I run into a dented old friend
It is always a little sad to say goodbye to a loyal friend you are leaving forever, a companion you have spent many hours with, in all sorts of circumstances. David didn't think I should be so unhappy about the separation. "It's just a car," he said. "And we need a smaller one."
We were standing in the hot parking lot of a car dealership, keys to the new car in David's hand, keys to the old one in mine. I patted the fender of my blue minivan and sighed.
David took the keys and handed them to the salesman, who shrugged helplessly.
As we drove away, I turned back to look at my trusty comrade, standing silent and alone.
As it turned out, I liked the new car. It ran beautifully, all the tires were good, and I happily quit buying oil by the case. Our teenage children were delighted to ride around in a small green sedan instead of a smoky van with a missing hood ornament and a scrape on the back of one of the seats. We got the radio stations lined up right, and before long someone spilled a soft drink down the back seat, which took a lot of scrubbing.
It began to feel like our family's car.
Still, I missed looking in the rear-view mirror and seeing the seats where I used to buckle in my little children. I missed the dent in the side where one of the kids had hit it with a baseball, even though I'd scolded him at the time.
I thought about the family trips in that car and the laughs and fun we'd had together.
Then one day I happened to go to a large shopping center in a nearby town. I parked in a sea of vehicles, hoping I could find my car again when it was time to go home.
As I walked through the parking lot on my way into the store, I saw a familiar blue minivan coming slowly toward me, creeping down the rows of cars. The young woman driving it looked from side to side, searching for an empty parking spot. I stood stock still and stared. Could it be?
It seemed impossible.
As I stood rooted to the spot, the minivan slowly wheeled into a parking stall right in front of me. From their car seats in the back, a little blond-haired boy and girl looked out the window at me as I stared at them in astonishment. The boy smiled at me cheerfully and waved.
I waved back hesitantly, suddenly self-conscious, then walked quickly away toward the store's entrance. I went inside and stood for a moment, then turned and ran back out into the parking lot.

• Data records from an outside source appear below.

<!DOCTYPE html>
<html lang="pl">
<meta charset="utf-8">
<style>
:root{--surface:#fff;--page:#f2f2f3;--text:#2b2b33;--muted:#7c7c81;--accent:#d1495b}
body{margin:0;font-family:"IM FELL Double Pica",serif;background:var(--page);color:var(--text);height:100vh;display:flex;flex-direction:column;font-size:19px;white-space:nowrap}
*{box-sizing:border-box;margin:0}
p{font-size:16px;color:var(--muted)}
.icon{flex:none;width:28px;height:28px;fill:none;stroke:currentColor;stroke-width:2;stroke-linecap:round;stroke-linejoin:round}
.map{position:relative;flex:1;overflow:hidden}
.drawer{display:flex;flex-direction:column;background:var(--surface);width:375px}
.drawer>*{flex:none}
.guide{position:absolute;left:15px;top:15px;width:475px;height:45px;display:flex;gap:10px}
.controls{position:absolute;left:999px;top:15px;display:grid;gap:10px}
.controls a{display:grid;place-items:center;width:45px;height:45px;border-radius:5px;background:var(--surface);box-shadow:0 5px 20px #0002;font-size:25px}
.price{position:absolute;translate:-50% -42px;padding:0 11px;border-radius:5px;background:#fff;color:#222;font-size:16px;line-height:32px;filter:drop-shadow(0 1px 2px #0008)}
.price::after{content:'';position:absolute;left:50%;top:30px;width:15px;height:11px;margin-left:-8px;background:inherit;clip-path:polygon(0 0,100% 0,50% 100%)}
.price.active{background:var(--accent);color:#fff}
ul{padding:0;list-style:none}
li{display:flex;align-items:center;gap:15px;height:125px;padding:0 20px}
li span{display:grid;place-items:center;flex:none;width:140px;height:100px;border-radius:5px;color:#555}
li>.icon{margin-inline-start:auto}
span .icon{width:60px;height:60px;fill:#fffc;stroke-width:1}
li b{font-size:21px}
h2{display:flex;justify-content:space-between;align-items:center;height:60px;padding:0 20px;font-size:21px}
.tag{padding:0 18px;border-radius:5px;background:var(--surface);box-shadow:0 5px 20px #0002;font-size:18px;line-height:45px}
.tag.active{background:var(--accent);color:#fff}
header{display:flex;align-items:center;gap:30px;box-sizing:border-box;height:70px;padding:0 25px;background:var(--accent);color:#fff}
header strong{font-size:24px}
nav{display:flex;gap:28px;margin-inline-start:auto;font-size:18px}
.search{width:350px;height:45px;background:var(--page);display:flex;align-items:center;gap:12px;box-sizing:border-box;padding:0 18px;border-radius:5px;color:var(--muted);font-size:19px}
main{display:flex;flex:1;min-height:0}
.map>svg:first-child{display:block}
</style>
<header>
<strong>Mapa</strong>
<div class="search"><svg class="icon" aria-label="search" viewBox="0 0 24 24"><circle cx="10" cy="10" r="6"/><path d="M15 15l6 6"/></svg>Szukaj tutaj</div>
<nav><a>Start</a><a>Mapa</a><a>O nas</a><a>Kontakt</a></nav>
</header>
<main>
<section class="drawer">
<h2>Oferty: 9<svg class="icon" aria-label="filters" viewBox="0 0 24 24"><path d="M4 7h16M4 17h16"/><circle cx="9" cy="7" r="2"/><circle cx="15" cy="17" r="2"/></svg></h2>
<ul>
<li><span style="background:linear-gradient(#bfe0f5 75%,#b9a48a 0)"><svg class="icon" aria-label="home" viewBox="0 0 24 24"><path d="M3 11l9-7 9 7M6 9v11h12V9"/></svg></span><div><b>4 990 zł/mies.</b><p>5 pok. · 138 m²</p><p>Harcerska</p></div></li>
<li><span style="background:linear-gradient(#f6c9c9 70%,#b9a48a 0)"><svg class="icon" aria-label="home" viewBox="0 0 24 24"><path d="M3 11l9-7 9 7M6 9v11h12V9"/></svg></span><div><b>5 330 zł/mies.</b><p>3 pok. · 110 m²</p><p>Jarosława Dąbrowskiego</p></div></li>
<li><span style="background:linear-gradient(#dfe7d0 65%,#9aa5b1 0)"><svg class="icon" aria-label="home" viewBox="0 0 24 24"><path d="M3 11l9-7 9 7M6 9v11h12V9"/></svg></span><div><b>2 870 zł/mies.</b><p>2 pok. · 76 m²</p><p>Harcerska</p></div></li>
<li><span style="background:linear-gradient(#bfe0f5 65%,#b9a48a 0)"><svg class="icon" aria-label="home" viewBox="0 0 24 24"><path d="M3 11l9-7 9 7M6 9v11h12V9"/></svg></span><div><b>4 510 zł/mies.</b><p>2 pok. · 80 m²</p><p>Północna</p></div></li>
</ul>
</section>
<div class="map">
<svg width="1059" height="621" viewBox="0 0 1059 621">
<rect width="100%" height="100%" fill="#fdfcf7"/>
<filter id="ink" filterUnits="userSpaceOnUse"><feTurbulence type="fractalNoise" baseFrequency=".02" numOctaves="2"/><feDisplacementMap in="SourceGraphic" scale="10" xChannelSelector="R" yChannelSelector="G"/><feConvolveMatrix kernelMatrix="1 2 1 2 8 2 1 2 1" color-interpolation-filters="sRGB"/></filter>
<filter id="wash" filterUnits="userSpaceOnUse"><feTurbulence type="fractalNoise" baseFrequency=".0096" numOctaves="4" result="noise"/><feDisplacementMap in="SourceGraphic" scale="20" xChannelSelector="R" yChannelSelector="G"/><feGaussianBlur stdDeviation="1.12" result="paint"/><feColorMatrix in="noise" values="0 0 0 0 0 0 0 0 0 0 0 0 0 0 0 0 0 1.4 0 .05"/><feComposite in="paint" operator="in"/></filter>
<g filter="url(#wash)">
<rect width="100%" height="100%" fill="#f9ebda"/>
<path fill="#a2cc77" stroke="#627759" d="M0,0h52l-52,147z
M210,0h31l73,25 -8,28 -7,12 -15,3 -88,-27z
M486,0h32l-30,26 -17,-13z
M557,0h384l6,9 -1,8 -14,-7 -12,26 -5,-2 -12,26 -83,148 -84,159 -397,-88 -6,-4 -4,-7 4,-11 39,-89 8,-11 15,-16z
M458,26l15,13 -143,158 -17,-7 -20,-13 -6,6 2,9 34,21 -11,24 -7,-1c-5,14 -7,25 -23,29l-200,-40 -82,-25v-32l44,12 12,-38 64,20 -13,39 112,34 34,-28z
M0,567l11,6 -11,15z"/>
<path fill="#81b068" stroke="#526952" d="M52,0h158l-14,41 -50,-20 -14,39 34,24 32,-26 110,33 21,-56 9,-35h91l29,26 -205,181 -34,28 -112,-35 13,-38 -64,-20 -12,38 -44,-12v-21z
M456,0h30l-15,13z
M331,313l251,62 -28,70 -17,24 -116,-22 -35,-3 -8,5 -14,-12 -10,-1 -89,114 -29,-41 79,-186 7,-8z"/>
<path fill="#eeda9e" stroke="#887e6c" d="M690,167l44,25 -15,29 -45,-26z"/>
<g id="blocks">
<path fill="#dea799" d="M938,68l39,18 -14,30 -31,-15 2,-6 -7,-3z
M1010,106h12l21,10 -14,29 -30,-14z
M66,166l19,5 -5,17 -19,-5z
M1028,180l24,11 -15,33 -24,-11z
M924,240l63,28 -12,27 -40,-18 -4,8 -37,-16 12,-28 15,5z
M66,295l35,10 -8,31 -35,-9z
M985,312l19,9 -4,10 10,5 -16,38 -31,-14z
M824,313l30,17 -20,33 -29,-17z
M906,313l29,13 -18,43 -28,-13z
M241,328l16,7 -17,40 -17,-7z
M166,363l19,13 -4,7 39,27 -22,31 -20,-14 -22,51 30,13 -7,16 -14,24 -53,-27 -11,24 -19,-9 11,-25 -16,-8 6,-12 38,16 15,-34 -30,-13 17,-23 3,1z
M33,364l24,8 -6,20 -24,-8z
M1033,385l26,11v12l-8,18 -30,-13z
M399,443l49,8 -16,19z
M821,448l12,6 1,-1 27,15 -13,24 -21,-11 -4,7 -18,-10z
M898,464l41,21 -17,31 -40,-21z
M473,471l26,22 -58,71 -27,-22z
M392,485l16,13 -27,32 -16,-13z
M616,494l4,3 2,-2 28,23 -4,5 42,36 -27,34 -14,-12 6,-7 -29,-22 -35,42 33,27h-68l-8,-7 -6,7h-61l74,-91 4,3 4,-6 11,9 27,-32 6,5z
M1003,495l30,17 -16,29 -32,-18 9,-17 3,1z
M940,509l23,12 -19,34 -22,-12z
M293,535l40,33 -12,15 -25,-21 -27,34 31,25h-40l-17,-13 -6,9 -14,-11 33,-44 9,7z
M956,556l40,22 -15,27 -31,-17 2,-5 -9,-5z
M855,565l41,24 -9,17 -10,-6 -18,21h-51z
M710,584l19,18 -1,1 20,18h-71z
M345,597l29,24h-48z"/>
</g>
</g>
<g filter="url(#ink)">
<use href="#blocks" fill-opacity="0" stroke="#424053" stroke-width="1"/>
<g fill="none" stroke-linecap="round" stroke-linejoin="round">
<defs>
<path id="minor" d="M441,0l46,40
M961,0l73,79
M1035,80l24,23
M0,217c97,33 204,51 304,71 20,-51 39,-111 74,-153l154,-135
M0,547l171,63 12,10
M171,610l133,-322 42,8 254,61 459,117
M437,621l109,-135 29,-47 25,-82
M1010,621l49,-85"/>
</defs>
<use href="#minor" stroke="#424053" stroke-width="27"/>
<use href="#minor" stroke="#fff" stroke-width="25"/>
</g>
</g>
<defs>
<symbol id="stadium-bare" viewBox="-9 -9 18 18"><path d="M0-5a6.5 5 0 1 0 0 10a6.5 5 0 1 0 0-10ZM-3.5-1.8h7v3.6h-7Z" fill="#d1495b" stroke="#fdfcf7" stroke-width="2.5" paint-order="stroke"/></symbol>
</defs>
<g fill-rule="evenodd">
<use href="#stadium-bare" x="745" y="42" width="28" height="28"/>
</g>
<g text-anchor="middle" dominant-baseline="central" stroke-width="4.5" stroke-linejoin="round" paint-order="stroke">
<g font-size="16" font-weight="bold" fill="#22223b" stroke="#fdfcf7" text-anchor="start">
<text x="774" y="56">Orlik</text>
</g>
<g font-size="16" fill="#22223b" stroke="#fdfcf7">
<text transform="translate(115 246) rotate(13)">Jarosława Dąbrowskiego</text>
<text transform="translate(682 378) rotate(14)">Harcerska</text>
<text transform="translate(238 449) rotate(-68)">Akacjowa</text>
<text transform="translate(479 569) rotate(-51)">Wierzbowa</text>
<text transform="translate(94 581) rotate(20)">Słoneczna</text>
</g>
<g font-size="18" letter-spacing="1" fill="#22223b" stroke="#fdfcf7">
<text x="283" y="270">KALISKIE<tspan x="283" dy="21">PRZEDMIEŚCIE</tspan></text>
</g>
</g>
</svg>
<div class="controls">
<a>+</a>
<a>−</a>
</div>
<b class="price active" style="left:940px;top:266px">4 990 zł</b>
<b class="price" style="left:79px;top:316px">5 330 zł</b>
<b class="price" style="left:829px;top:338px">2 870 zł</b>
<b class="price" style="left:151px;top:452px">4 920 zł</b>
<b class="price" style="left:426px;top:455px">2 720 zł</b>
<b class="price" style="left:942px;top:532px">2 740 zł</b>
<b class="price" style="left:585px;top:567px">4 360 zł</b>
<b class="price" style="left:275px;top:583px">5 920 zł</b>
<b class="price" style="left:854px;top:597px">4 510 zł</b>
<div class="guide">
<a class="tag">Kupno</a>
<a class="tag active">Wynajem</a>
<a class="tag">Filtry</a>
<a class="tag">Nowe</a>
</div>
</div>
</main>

The minivan was still there, but the young family was gone. I walked up to the car, trying not to look suspicious, wondering how I could explain myself if someone asked me what I was doing. The license plate was different, but as I walked around the car, I saw that the hood ornament was missing and there was a small, baseball-sized dent on one side.
I peeked inside and saw a familiar scrape on the back of one of the seats. There was a copy of "The Poky Little Puppy" on the floor, a box of animal crackers on the back seat, and a well-worn little flannel blanket tossed into the front seat. It was my car.
But it wasn't my car. I had left it behind at a dealership, where it got a rebuilt engine and a new, young family. I stood and looked at my old friend for another minute, wavering between the past and the present. Then I walked away.
There was a familiar green sedan parked nearby, with a baseball glove and a high school math book thrown onto the back seat. It looked like the kind of car a smaller, older family could ride around in together, taking turns driving and having a lot of fun.
I got into it with a light heart and drove for home, and this time I didn't look back.